Please visit
Jim-Dillon.com
for new posts

Teach100

Wednesday, April 10, 2013

The 21st Century is Now!

I have written here about how important it is to empower students not just so they can report or intervene when they see bullying, but also because these are also the same skills  needed to be successful in the workplace.  A young person I know is currently looking for a job.  Here are the skills listed for the job of project manager at an advertising firm in NYC (taken verbaten off their site):

SKILLS:


- Thorough knowledge of design process and ability to discuss in professional terms

- Ability to present and “sell” concepts and ideas to clients

- Experience working in a design studio preferred

- Outstanding written and oral communication skills

- Optimistic, personable, confident, collaborative and analytical

- Excellent organizational skills

- Experience managing scope, schedules and resources

- Self starter with excellent problem solving skills

- Demonstrated ability to work in a fast-paced environment on multiple projects

- Startup mentality.

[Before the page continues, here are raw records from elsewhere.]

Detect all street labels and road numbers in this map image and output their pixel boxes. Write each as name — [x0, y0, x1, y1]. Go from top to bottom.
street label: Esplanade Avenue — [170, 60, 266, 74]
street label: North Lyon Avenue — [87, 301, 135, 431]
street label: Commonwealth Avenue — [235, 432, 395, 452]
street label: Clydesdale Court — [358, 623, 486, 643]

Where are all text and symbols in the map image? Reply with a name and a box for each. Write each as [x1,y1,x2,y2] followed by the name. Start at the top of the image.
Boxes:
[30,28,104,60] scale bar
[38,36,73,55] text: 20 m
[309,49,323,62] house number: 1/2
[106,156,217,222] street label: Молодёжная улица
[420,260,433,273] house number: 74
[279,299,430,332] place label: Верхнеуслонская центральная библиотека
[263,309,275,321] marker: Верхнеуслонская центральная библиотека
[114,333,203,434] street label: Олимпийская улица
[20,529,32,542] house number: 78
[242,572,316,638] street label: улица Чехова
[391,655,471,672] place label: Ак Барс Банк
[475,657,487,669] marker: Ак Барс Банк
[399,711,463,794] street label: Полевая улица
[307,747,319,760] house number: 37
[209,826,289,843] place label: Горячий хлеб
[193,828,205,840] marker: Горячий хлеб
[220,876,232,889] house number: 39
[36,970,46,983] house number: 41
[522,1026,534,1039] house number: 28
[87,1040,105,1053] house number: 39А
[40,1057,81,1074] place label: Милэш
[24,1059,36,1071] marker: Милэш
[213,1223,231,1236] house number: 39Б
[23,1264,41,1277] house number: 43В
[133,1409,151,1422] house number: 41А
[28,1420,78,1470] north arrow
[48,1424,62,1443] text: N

Must be comfortable working hard and in a fast-paced environment.

- Bachelor's degree or equivalent

- Some experience with Adobe Creative Suite a plus

- Minimum 2 years of experience

One of my favorite quotations is by John Dewey:

"We never educate directly but indirectly by means of the environment...The required beliefs cannot be hammered in, the needed attitudes cannot be plastered on...The very process of living together educates...Education is thus a fostering, nurturing, cultivating process."

Kids will only develop the skills in listed in the job posting when they are able to used those skills day to day as an integral part of their education.   Granted that most kids who end up getting those jobs probably went to a a pretty traditional school'  I believe that in most cases those kids developed these requisite skills inspite of the typical experience they had in schools. They might have developed them in extra curricular activities, sports and if they were fortunate, the experiences provided by their families outside of school. 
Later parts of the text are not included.